到10底為止, 全球疫苗接種達70億劑, 其中最大量使用的是阿斯特捷利康的疫苗。阿斯特捷利康公司表明, 在大流行期間, 會以非營利方式提供疫苗, 因此在聯合國向發展中的國家發放疫苗的COVAX計劃中, 有超過一半疫苗是阿斯特捷利康疫苗。不過, 由於阿斯特捷利康以這種策略提供疫苗, 引來了不少非議。

阿斯特捷利康疫苗的副作用, 往往被誇大, 因而影響到不少國家棄用。澳洲政府也無法說服國民使用阿斯特捷利康疫苗, 而在其後引入莫德納及Novovax疫苗。今天, 阿斯特捷利康疫苗已並不多在澳洲使用。

不過在上週, 當全球疫情受控一點後, 阿斯特捷利康公司宣佈會恢復以營利供應疫苗的策略。
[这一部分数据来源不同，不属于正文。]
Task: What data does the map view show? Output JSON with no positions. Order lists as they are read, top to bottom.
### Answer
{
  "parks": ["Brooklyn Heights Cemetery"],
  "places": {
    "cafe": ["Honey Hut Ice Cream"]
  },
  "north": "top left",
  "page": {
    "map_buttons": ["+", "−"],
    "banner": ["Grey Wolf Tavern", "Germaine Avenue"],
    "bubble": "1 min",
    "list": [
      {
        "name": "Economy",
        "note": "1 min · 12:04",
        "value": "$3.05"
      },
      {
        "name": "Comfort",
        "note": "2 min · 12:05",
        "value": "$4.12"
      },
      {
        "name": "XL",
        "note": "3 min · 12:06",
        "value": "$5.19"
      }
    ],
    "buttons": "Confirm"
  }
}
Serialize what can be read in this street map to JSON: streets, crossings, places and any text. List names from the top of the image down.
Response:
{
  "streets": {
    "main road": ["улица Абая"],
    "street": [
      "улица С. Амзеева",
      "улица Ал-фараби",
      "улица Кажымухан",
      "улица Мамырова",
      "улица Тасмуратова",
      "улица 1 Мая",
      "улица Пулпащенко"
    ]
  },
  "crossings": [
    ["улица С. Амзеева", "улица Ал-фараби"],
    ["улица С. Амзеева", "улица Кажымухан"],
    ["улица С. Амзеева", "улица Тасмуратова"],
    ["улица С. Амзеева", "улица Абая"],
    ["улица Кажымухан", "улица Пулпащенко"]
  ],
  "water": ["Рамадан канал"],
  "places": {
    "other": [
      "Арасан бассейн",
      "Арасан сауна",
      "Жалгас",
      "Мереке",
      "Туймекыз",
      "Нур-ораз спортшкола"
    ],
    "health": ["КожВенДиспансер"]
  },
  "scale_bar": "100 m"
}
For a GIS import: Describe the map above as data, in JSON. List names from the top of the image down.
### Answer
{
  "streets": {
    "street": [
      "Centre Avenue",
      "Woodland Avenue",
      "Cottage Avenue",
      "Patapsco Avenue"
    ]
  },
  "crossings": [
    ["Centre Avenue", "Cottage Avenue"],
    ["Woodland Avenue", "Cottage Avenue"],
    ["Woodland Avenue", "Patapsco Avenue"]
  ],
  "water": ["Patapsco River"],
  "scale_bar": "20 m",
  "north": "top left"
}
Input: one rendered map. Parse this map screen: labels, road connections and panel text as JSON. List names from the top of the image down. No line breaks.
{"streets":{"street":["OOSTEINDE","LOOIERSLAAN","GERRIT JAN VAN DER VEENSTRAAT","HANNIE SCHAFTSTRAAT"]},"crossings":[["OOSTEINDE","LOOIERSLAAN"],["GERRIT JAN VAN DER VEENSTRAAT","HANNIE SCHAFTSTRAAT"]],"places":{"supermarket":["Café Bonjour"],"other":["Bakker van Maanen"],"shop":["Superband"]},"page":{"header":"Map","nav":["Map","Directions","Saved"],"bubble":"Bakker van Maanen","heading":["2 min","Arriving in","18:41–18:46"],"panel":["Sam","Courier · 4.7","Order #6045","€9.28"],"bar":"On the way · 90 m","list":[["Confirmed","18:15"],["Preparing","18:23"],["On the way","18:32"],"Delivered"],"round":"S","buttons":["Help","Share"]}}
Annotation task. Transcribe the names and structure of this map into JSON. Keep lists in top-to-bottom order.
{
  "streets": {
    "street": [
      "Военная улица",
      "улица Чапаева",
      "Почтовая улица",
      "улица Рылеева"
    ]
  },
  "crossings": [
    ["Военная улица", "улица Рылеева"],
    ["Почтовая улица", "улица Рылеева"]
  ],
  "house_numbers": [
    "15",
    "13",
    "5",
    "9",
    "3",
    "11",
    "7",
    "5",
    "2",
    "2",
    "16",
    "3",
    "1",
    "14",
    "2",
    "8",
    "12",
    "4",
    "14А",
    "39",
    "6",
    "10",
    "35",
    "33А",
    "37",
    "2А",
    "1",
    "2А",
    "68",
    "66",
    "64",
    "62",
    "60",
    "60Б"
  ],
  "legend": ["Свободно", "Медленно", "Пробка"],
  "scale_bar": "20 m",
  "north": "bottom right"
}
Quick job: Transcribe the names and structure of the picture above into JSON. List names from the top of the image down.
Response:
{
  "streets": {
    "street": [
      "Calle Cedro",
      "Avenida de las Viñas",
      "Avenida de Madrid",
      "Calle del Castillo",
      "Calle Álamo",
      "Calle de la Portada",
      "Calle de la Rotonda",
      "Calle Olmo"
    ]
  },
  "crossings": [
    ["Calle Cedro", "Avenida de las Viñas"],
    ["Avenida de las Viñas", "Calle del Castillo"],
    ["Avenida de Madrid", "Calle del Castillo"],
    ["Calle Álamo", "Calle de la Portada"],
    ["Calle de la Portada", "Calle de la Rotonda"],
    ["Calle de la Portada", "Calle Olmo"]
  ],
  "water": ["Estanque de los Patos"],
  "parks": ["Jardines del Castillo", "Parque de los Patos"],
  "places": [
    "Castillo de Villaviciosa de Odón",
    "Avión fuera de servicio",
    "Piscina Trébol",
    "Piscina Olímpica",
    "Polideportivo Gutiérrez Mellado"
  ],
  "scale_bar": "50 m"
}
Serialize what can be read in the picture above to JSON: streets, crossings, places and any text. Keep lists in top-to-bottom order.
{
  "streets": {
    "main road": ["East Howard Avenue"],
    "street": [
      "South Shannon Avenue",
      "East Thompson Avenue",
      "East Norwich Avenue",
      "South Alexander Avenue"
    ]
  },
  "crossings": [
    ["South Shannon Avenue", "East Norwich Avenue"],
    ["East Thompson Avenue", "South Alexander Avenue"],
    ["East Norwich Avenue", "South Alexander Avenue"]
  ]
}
在Merck 與輝瑞推出治療新冠藥物後, 阿斯特捷利康藥廠也推出了另類一格的Evusheld療程, 以直接注射在實驗室制造的兩種抗體tixagevimab 及 cilgavimab, 對抗新冠病毒。現時Evushled在英國己被核准使用, 正在申請澳洲藥物管理局TGA的批准。以直接注射抗體進入人體, 與Merck及輝瑞新藥的原理不盡相同。Evusheld並不是疫苗, 也不是治療徵狀的藥物, 而是直接注射抗體進入人體, 最有效的服務對象, 是那些對疫苗沒有反應的人仕, 例如進行免疫治療仕。這一群人現時無法藉著接種疫苗得到保護, 因為身體無法受剌激產生抗體。

疫苗無法被替代

與疫苗相比,世界上很少有病毒性感染能通過藥物徹底控制。人們在為抗新冠藥物陸續面世而歡欣雀躍時,不可忽視的是,藥物在面對病毒傳播時,有很多短板。大部分抗病毒藥物都需要在感染早期服用,越早越好,否則效果會大打折扣。也就是說,最佳用藥時間難以把握,大部分人確診的時候再用藥就已經晚了。而且,病毒也很容易在藥物的選擇作用下發生變異,從而對抗病毒藥物出現抗藥性。

一個典型的例子是金剛烷胺,一種最早用於抑制流感病毒的抗病毒藥。1966年,正值亞洲流感流行時期,美國批准該藥為預防藥,後又於1976年確認其為流感病毒的治療藥物。但隨著金剛烷胺類藥物的廣泛使用,各地發現了越來越多的流感耐藥毒株。2018年,加拿大公共衛生管理局檢測了從大不列顛哥倫比亞省等地收集的47種流感毒株後發現,有43種對金剛烷胺耐藥,佔91%。該部門向醫療衛生人員建議,不要把金剛烷胺作為當前流感季節治療和預防流感的藥品,因為檢測發現當時傳播的病毒對金剛烷胺耐藥。

有觀點認為,新冠口服藥問世就不用再接種疫苗。這絕對是危險的誤區。無論是預防感染還是降低重症及病亡率,疫苗的作用都不可取代。任何口服藥物的面世,都不能作為新冠疫苗的「替代品」使用。即便是人們變得日益樂觀,對於新冠疫情的未來更多的仍是未知。也許面對諸多的不確定,最好的觀念則是治療藥物和疫苗並非衝突對立,而是互補。

更不用提,審查相關藥物的臨床實驗資料前必須謹慎行事。口服治療藥物的上市確實可能將「有意無意」地降低大家對接種疫苗的迫切性。只不過,在大流行病面前,疫苗仍是第一道防護,治療藥物是第二道,從來都是疫苗比藥物更重要。特效藥的出現是個好消息,但控制疫情沒法靠一類藥物,需要綜合利用疫苗、藥物以及其他措施。